# Federal Load



## Team Bell's (Dec 22, 2007)

Has anyone ever tried the Federal Premium Heavyweight Mag-Shok in a #7 load? They advertise that it matches the density of #5 lead pellets out to 40 yards. I love the idea of having the quanity of BB's in a #7 load, but wonder if anyone has any experience with it's take down power.

This particular load was recently reviewed/used/shown in an article in _Turkey Call _and on an episode of "Benelli on Assignment." 

Here's a link: 

http://www.federalpremium.com/products/print/details/shotshell.aspx?id=778 

Thanks!


----------



## DEDGOOSE (Jan 19, 2007)

Those sevens have more knockdown than anyone would imagine out to ranges that would be considered unethical. The only thing holding them loads back is the ridicoulously stupid Flite Control Wad. Besides Tungsten Super Shot or TSS, Federal has maybe the best pellet availiable, yet this wad holds it back. 

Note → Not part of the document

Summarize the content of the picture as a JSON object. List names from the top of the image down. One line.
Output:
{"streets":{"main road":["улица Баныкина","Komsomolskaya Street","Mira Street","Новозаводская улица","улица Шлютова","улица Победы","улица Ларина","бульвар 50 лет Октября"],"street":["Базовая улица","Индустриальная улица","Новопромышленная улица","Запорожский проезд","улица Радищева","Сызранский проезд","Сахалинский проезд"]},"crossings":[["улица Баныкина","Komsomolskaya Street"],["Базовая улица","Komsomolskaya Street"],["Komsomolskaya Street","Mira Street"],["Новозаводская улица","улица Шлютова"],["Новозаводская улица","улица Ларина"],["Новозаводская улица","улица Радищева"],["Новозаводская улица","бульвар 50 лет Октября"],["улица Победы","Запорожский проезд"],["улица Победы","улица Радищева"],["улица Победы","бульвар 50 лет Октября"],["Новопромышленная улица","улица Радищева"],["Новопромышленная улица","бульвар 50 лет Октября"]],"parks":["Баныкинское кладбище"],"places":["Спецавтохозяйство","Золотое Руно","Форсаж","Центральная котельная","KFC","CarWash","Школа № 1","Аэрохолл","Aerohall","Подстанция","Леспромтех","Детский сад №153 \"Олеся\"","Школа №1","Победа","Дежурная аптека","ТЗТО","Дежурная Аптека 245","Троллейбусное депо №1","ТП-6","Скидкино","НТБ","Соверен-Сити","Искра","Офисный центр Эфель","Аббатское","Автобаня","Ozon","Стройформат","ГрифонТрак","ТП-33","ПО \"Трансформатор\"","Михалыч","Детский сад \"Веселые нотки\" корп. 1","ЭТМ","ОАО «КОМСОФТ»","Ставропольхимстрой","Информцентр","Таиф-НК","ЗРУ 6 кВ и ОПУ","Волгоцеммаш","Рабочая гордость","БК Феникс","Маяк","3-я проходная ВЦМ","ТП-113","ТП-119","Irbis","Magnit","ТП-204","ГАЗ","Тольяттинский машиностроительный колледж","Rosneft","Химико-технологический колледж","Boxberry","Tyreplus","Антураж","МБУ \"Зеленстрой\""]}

With the heavier than PB options availiable today there is essentially no reason for anything larger than a six anymore.


----------



## Team Bell's (Dec 22, 2007)

DEDGOOSE said:


> Those sevens have more knockdown than anyone would imagine out to ranges that would be considered unethical. The only thing holding them loads back is the ridicoulously stupid Flite Control Wad. Besides Tungsten Super Shot or TSS, Federal has maybe the best pellet availiable, yet this wad holds it back.
> 
> With the heavier than PB options availiable today there is essentially no reason for anything larger than a six anymore.


I hate that FliteControl Wad. In theory it is a good idea and it has it's place... but more often than not it simply limits the opportunites for Federal's shells to shine.


----------



## PITBULL (May 23, 2003)

The flitecontrol wad shoots fine from my mossberg 835, but not from my sons 835, mine is a much older gun with the unported barrel while his is factory ported. are you shooting guns with ported barrels?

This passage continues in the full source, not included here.